Ao contrário do que se pode pensar, a ansiedade social é muito comum. Só nos Estados Unidos a ansiedade social afeta 15 milhões de adultos (6,8% da população), afeta de igual forma homens e mulheres e 75% dessas pessoas dizem ter tido os primeiros sintomas entre os 8 e os 15 anos de idade.

O tempo médio entre os primeiros sintomas e um pedido de ajuda é de 10 anos. Eu, por exemplo, demorei 20 anos a chegar ao meu limite, a desesperar emocionalmente e fisicamente em silêncio, sem saber o que fazer.

Ou seja, se desconfiam que a criança ou o adolescente aí em casa não está bem, está com dificuldade ou em sofrimento, peçam ajuda ou uma opinião especializada. Se vamos ao médico porque temos dor no pé, vamos lá normalizar também que devemos ir ao médico ou ao psicólogo quando estamos com uma dor ou dificuldade emocional.

É algo normal, todos nalgum momento da nossa vida vamos sofrer de algum problema de saúde mental para o qual precisamos de ajuda. As crianças não são exceção a essa necessidade de apoio especializado.
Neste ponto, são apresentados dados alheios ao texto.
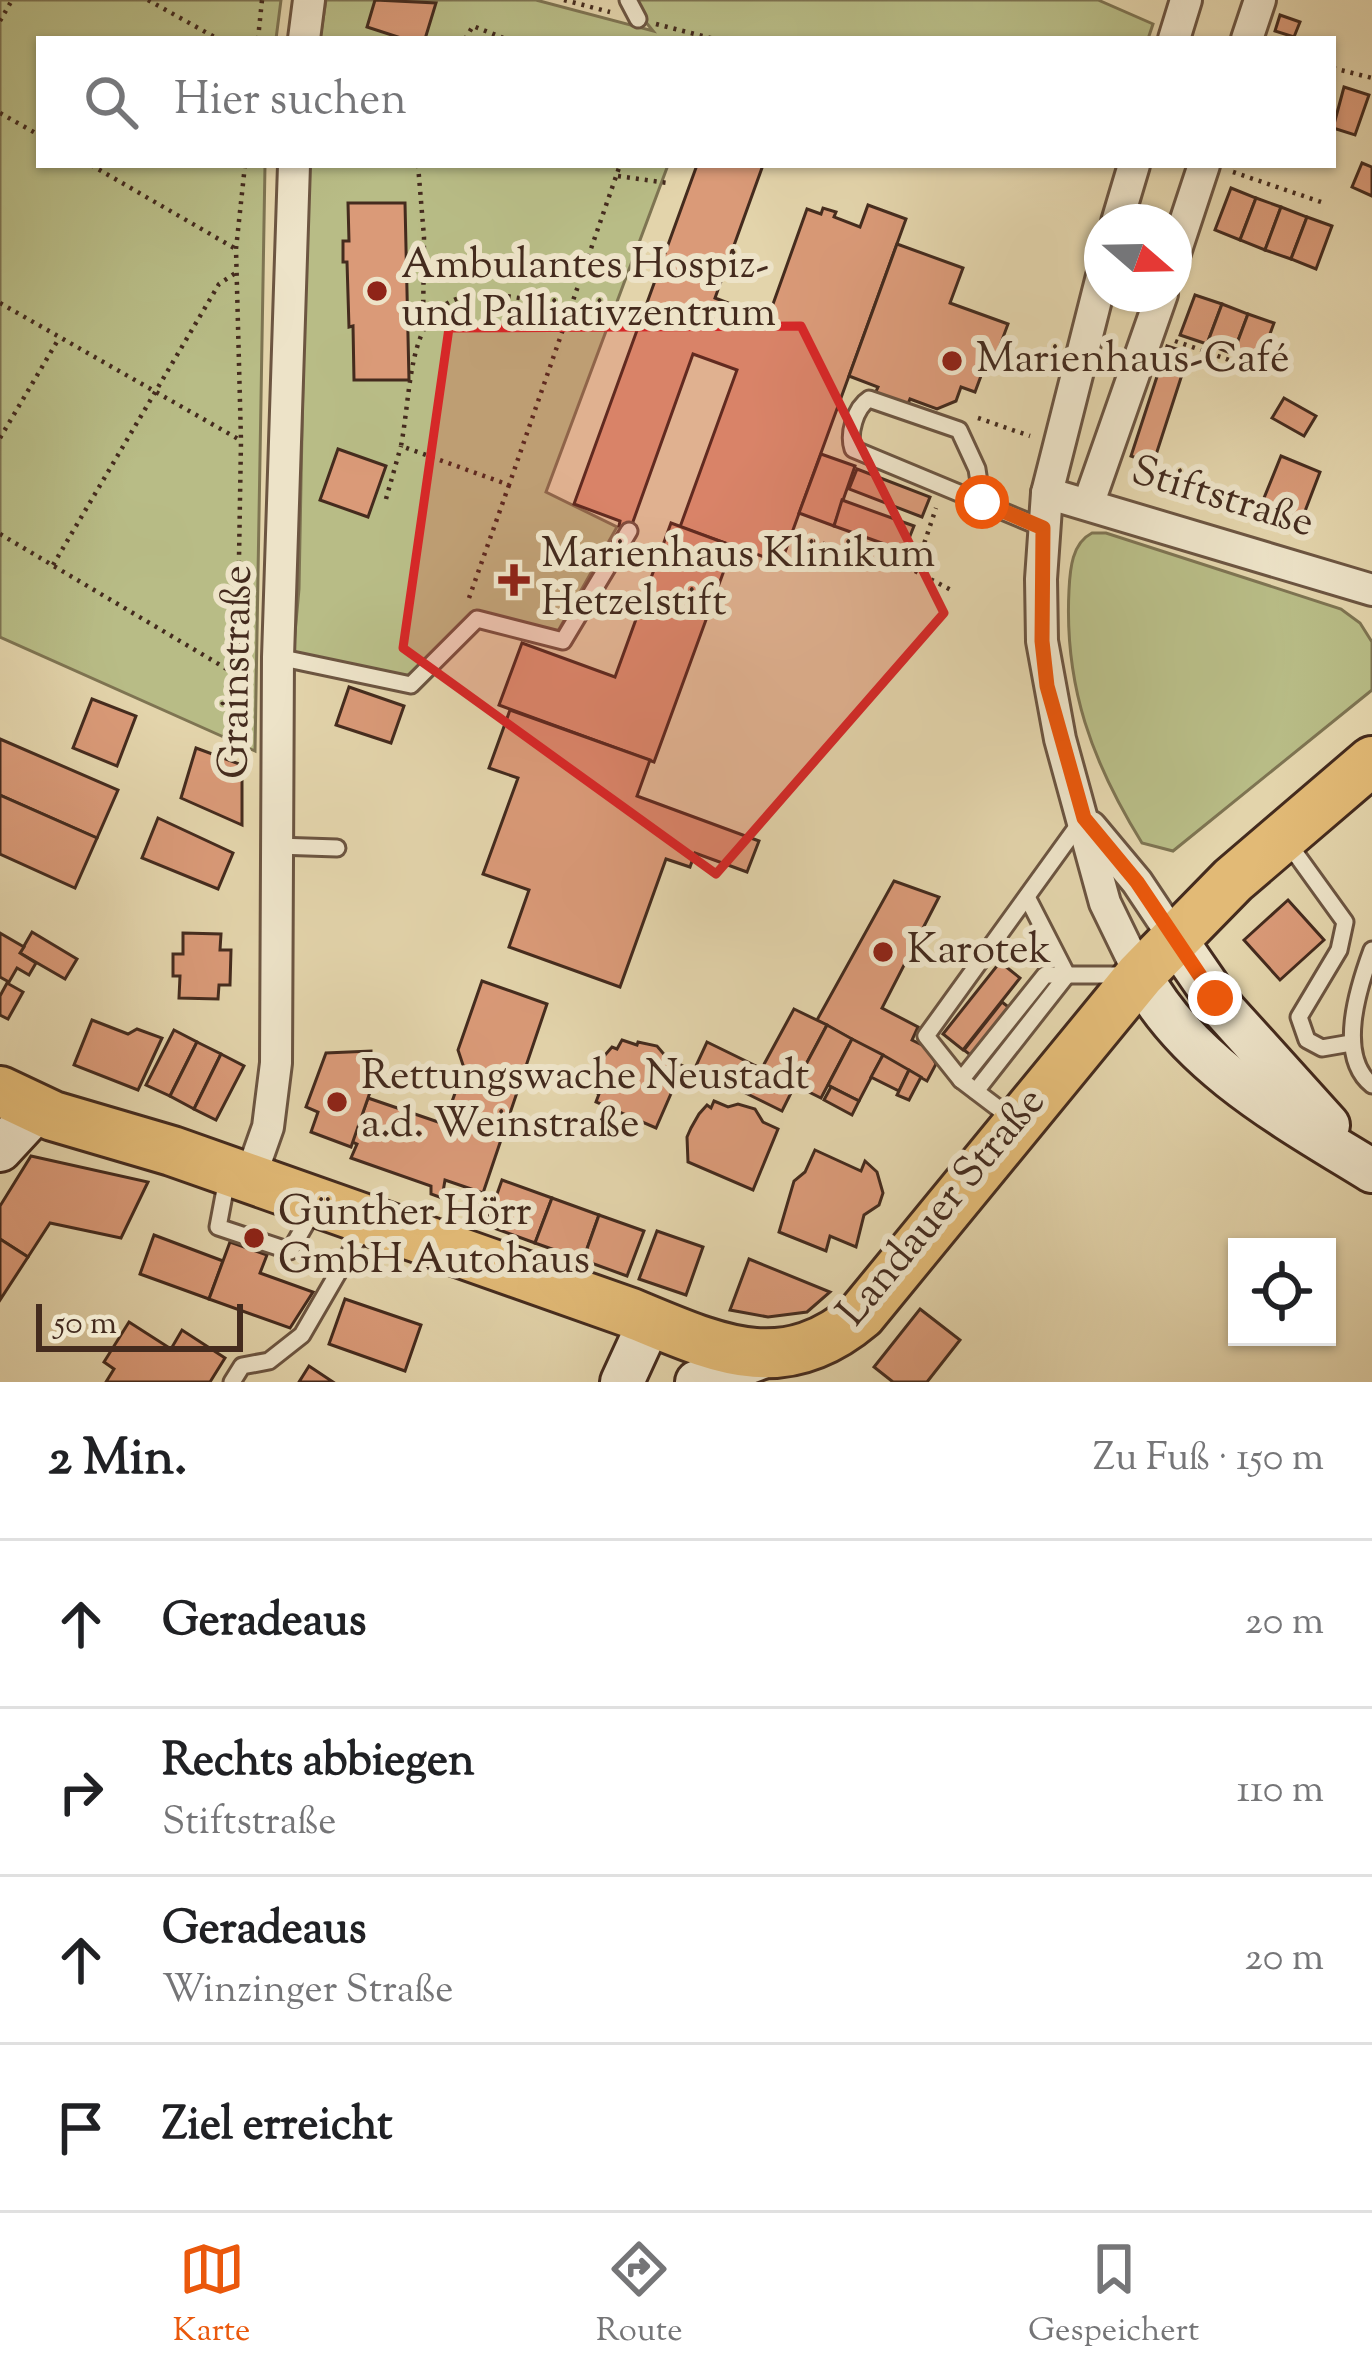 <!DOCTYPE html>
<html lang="de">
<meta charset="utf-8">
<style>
:root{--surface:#fff;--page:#f2f2f2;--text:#202124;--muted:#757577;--line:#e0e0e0;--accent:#ea580c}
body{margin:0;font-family:"Sorts Mill Goudy",serif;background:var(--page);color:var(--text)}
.controls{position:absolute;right:36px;bottom:36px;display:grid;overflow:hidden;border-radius:0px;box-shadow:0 3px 9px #0004}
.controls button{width:108px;height:108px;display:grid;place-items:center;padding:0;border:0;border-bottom:3px solid var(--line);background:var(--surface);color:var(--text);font:60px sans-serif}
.compass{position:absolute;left:1084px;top:204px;width:108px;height:108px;border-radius:50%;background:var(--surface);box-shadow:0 3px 9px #0004;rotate:110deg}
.scale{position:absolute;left:36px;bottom:30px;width:207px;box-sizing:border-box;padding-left:12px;border:6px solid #442b1e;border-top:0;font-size:33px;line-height:42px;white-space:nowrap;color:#442b1e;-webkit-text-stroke:9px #ede3c8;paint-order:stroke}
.stop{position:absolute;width:36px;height:36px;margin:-27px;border:9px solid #ea580c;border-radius:50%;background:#fff}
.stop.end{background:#ea580c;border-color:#fff;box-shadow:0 3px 12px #0008}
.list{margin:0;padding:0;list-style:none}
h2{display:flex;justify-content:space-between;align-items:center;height:156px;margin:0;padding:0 48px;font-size:51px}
h2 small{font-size:39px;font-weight:400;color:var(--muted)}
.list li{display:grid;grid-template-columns:78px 1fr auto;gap:36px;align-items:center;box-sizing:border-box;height:168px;padding:0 48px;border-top:3px solid var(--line)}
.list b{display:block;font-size:45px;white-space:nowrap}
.list p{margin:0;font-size:39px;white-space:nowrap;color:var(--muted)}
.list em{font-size:39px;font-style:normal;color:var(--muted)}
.icon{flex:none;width:66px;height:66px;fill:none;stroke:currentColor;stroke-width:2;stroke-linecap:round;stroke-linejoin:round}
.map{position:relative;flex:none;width:1372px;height:1382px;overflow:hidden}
.search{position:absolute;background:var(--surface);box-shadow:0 3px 9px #0004;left:36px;right:36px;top:36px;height:132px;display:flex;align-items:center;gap:30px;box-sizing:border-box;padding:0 42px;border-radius:0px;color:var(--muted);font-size:45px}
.sheet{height:828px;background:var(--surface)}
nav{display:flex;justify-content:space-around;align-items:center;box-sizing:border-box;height:168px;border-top:3px solid var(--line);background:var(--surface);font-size:33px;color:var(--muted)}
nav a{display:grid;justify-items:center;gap:6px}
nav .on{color:var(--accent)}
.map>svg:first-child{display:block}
.green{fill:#b8bc86;stroke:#7e7452;stroke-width:3}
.building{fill:#da9a78;stroke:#442b1e;stroke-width:3}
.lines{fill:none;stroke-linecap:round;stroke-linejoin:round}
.lane-casing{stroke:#6c5541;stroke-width:21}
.street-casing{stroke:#6c5541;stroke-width:36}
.secondary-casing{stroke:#442b1e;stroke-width:48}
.primary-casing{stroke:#442b1e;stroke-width:54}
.path{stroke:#442b1e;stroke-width:4.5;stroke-dasharray:3 6;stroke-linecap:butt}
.lane{stroke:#ede3c8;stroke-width:15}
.street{stroke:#ede3c8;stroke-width:30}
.secondary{stroke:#ede3c8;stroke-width:42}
.primary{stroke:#e2ba76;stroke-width:48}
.route{stroke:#ea580c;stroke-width:15}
.marked{fill:#d62828;fill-opacity:0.2;stroke:#d62828;stroke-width:9;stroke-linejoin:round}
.poi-dot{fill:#8f2418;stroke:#ede3c8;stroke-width:4.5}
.labels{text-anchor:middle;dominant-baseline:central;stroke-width:12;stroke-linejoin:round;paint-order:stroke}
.poi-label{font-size:42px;fill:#442b1e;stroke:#ede3c8;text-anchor:start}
.street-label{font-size:42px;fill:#442b1e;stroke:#ede3c8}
</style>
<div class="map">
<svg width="1372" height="1382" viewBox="0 0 1372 1382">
<rect width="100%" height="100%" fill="#e3d4ab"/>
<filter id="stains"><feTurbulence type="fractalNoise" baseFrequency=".00167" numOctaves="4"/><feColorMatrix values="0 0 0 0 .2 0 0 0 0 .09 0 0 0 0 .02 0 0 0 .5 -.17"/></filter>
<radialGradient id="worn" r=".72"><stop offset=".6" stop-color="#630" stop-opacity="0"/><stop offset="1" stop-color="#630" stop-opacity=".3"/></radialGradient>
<g class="green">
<polygon points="0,0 281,0 276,39 39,39 39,165 265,165 255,751 0,637"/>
<polygon points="326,0 536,0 653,31 628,0 1098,0 1153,24 1148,39 320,39"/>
<polygon points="307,165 668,165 546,492 617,527 558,631 475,612 410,677 293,655 299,589"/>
<path d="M1092,533H1106L1341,609L1360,623L1372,642V690L1173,851L1142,843C1092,762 1064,686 1069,590C1070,569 1072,543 1092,533Z"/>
</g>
<g class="building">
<polygon points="375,0 436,3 425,39 404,39 367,27"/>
<polygon points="1280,15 1300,22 1294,37 1275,31"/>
<polygon points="1344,87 1369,95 1355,135 1333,128"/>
<polygon points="1362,163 1372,167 1372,196 1352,187"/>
<polygon points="697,165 763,165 715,298 768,318 807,209 821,214 823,208 836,212 834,217 860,227 868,205 906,219 781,563 680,527 737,370 693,354 630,530 619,526 620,521 574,504"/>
<polygon points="1231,188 1256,198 1240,240 1215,230"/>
<polygon points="1256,198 1281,207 1265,250 1240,240"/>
<polygon points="348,203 405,203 409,380 354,380 353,326 349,327 347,262 343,262 343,241 349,241"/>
<polygon points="1281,207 1307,217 1291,259 1265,250"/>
<polygon points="1307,217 1332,226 1316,269 1291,259"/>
<polygon points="897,244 963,268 950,303 1008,324 995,359 988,357 975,392 961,387 956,401 937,409 910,399 905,411 873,398 878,387 849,376"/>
<polygon points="1195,295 1222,304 1207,344 1180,335"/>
<polygon points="1222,304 1248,314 1233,354 1207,344"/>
<polygon points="1248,314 1274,323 1259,364 1233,354"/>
<polygon points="1167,346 1189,353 1153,464 1131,456"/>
<polygon points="1284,398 1316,416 1304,436 1272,418"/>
<polygon points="338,449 386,466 368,517 320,500"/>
<polygon points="821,454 855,466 834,526 799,513"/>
<polygon points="1281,456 1320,472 1302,519 1262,503"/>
<polygon points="857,469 930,497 922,517 849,489"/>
<polygon points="842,500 914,526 904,551 834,526"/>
<polygon points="671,523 733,546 654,762 499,705 522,643 615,677"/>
<polygon points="349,687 404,706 391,743 336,725"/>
<polygon points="92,699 136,716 117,766 73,748"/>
<polygon points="510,710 650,760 637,796 759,841 747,872 695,853 690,867 666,859 620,987 509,947 529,890 483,874 518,778 489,768"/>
<polygon points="0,739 118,790 97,838 0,795"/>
<polygon points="196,748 242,765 242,825 181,798"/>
<polygon points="0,795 97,838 75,888 0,854"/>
<polygon points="158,818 233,853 218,889 142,858"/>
<polygon points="894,881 939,897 882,1008 918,1027 912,1040 928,1048 936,1064 927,1081 817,1020"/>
<polygon points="1288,900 1324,940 1280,980 1244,940"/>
<polygon points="32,932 77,959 65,979 20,953"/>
<polygon points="0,933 24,947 20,953 36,963 29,975 17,968 9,982 0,977"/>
<polygon points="183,933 221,934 220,950 231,950 230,985 219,985 218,999 179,998 180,976 173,976 173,954 183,954"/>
<polygon points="1000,962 1020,978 963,1050 943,1034"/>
<polygon points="482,981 547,1004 483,1193 445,1180 442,1198 431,1194 431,1186 351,1158 357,1144 352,1142 368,1098 444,1124 464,1068 458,1050"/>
<polygon points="7,983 23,992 8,1019 0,1015 0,996"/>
<polygon points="1002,1002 1035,1028 997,1076 964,1050"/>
<polygon points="794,1009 827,1025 795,1085 762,1068"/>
<polygon points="92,1020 128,1034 137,1029 162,1038 138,1090 74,1065"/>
<polygon points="827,1025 852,1039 821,1098 795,1085"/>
<polygon points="174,1030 197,1042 170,1096 146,1085"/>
<polygon points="852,1039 883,1055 859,1101 828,1085"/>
<polygon points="622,1040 637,1045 638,1042 657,1046 668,1059 683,1066 656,1128 596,1102 599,1094 593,1091 598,1068 605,1055 612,1047 617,1049"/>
<polygon points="197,1042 221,1054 194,1109 170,1096"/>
<polygon points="707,1042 795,1085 782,1111 695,1068"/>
<polygon points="371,1051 371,1072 376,1075 351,1147 311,1132 318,1112 306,1107 326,1053"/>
<polygon points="221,1054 244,1066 216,1120 194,1109"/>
<polygon points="883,1055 909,1070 899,1091 871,1077"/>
<polygon points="909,1070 921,1077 909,1100 897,1095"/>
<polygon points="831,1087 859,1101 852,1115 824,1100"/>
<polygon points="714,1101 728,1107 738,1104 755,1109 763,1122 778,1129 753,1190 688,1162 687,1137 691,1128 699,1114 707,1105 711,1108"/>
<polygon points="815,1150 861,1171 865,1161 877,1172 883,1193 879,1205 864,1215 856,1247 830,1236 826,1251 779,1232 794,1181 805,1172"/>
<polygon points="31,1156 148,1182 121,1238 50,1223 28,1257 0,1239 0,1206"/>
<polygon points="502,1180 552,1198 535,1243 486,1225"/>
<polygon points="552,1198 599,1215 583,1260 535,1243"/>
<polygon points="599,1215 644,1231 627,1276 583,1260"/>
<polygon points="657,1231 703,1247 686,1295 639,1279"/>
<polygon points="154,1235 223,1261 209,1299 140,1274"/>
<polygon points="0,1239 28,1257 0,1300"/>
<polygon points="230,1242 267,1255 260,1273 313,1292 290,1328 209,1299"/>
<polygon points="749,1259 830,1292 807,1312 768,1317 730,1310"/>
<polygon points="345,1299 421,1325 405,1371 329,1344"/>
<polygon points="920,1309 960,1340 927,1382 893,1382 874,1367"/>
<polygon points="129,1322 171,1349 182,1330 225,1358 210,1382 106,1382 114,1369 104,1362"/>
<polygon points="309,1366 333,1382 299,1382"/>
</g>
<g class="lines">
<defs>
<g id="lane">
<polyline points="628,0 638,19"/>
<path d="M982,502L977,469L959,430L869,399C855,408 848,434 853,449L1043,528"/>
<polyline points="278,657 411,685 477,619 563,641 629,531"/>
<polyline points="1288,843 1345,922 1339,950 1299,1017 1307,1040 1322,1048 1351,1043"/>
<polyline points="277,846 337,848"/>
<polyline points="1027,897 1067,975"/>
<path d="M1372,950C1358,988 1336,1056 1372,1085"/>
<polyline points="961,1080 1045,975 1124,975"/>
<polyline points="976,1091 1067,975"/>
<polyline points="1015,1121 961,1080 926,1036 1082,820"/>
<polyline points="227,1179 218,1227 290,1251 315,1208"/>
<polyline points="232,1382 242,1366 269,1361 302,1335 364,1228"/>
</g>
<g id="street">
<polyline points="304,39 309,0"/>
<polyline points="1174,39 1186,0"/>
<polyline points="1247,39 1260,0"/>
<polyline points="1117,222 1134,165"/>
<polyline points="1174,256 1204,165"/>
<polyline points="1102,276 1047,493 1041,579 1042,641 1060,739 1105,903 1140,975"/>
<polyline points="1047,493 1372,590"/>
<polyline points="1089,502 1162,294"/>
<polyline points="1091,827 1137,882 1175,939"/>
<polyline points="250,1178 268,1127 276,1063 278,657 294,165"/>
</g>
<g id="secondary">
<polyline points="1175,939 1224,1010 1328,1125"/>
<path d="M1140,975C1190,1066 1286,1118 1372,1171"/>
<polyline points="0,1150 37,1110"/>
<polyline points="622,1382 650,1321"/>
<polyline points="697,1382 762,1357"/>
</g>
<path id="primary" d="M0,1091L53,1116L172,1151L631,1313C716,1348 782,1382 861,1315L1140,975L1233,880L1372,761"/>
</defs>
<use href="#lane" class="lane-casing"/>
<use href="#street" class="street-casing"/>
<use href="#secondary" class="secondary-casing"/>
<use href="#primary" class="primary-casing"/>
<g class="path">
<polyline points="148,0 218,39"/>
<polyline points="564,0 610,12"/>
<polyline points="0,21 12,0"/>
<polyline points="656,24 714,39"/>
<polyline points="258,39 262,0"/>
<polyline points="465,39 473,26 506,39"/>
<polyline points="1333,68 1372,78"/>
<polyline points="0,113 39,135"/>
<polyline points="91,165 236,249"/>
<polyline points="418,165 424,237 423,327"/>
<polyline points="1233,172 1324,203"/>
<polyline points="618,176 668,183"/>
<polyline points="0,303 240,440"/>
<path d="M572,310C551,302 530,300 507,296C404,281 415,370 401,446L509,485L620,165"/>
<polyline points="1175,341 1260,371"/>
<polyline points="978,418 1030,436"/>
<polyline points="0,438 58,340"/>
<polyline points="386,499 401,446"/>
<polyline points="0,534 237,675 241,441 236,249 245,165"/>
<polyline points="814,541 915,571 936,508"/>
<polyline points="53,565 219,284 237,272"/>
<polyline points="915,571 953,591"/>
<polyline points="469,598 509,485"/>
</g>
<use href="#lane" class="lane"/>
<use href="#street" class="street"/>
<use href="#secondary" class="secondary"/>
<use href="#primary" class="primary"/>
</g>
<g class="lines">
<polyline class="route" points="982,502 1043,528 1042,641 1047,686 1084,818 1137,882 1215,998"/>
</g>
<path class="marked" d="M801,326L944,613L716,874L403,648L449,328Z"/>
<g class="poi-dot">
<circle cx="377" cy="291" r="12"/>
<circle cx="952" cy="361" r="12"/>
<path d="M508 562h12v12h12v12h-12v12h-12v-12h-12v-12h12z"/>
<circle cx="883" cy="952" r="12"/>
<circle cx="337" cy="1102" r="12"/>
<circle cx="254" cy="1238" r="12"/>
</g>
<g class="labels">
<g class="poi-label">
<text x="401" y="267">Ambulantes Hospiz-<tspan x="401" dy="48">und Palliativzentrum</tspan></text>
<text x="976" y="361">Marienhaus-Café</text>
<text x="541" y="556">Marienhaus Klinikum<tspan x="541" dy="48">Hetzelstift</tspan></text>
<text x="907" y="952">Karotek</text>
<text x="361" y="1078">Rettungswache Neustadt<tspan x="361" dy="48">a.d. Weinstraße</tspan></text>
<text x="278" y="1214">Günther Hörr<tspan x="278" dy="48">GmbH Autohaus</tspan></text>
</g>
<g class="street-label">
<text transform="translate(1222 499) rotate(17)">Stiftstraße</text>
<text transform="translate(238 672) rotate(-89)">Grainstraße</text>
<text transform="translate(943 1208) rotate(-50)">Landauer Straße</text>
</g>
</g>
<rect width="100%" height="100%" filter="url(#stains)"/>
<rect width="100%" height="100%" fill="url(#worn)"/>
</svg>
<div class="controls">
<button><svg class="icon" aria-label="locate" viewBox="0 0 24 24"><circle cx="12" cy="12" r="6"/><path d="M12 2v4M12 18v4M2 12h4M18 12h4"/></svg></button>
</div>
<svg class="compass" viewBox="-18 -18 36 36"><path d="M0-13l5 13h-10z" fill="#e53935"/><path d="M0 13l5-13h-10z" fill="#757577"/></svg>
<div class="scale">50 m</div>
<div class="stop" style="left:982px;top:502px"></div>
<div class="stop end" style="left:1215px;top:998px"></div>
<div class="search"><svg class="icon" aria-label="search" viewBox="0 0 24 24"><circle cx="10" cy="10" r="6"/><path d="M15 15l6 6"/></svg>Hier suchen</div>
</div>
<section class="sheet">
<h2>2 Min.<small>Zu Fuß · 150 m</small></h2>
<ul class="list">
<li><svg class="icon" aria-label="ahead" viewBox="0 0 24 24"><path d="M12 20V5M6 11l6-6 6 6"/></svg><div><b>Geradeaus</b></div><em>20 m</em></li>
<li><svg class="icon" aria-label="right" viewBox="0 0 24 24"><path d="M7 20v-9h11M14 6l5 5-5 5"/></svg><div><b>Rechts abbiegen</b><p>Stiftstraße</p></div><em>110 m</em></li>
<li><svg class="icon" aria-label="ahead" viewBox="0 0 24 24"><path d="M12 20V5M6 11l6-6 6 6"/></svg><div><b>Geradeaus</b><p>Winzinger Straße</p></div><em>20 m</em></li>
<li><svg class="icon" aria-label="arrive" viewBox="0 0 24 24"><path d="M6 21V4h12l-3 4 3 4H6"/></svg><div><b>Ziel erreicht</b></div></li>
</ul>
</section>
<nav>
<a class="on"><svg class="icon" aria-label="map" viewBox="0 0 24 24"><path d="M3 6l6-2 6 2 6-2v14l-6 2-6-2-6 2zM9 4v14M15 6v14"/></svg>Karte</a>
<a><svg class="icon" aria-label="directions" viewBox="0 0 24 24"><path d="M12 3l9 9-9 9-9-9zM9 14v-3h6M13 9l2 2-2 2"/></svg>Route</a>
<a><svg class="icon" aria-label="saved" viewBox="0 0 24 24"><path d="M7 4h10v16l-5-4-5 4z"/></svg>Gespeichert</a>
</nav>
O tratamento para ansiedade social é terapia cognitiva comportamental que consiste em modificar os nossos padrões de pensamento, porque são esses que determinam a forma como agimos e nos sentimos. Na prática, isto quer dizer, ajudar a identificar os nossos pensamentos que despolotam a ansiedade, analisá-los de forma crítica para compreendermos que é irracional, substituir esses pensamentos por outros e experimentar, de forma faseada, situações seguras de ansiedade para por em praticar os “novos” pensamentos.

É um trabalho de consistência e exposição faseada que vai ajudar a diminuir diálogos internos ansiosos de forma a construir autoconfiança. A criança ou o adolescente vai se acostumando ao trigger e aprende a geri-lo. Pouco a pouco, a ansiedade vai diminuindo.

A minha experiência diz-me que quanto mais cedo identificamos e modificamos os nossos pensamentos ansiosos, mais fácil e mais rápido é resolvida a ansiedade social. Quanto mais tempo deixamos as narrativas ansiosas existir, mais existe para desconstruir, modificar e mais vida passou sem aproveitar.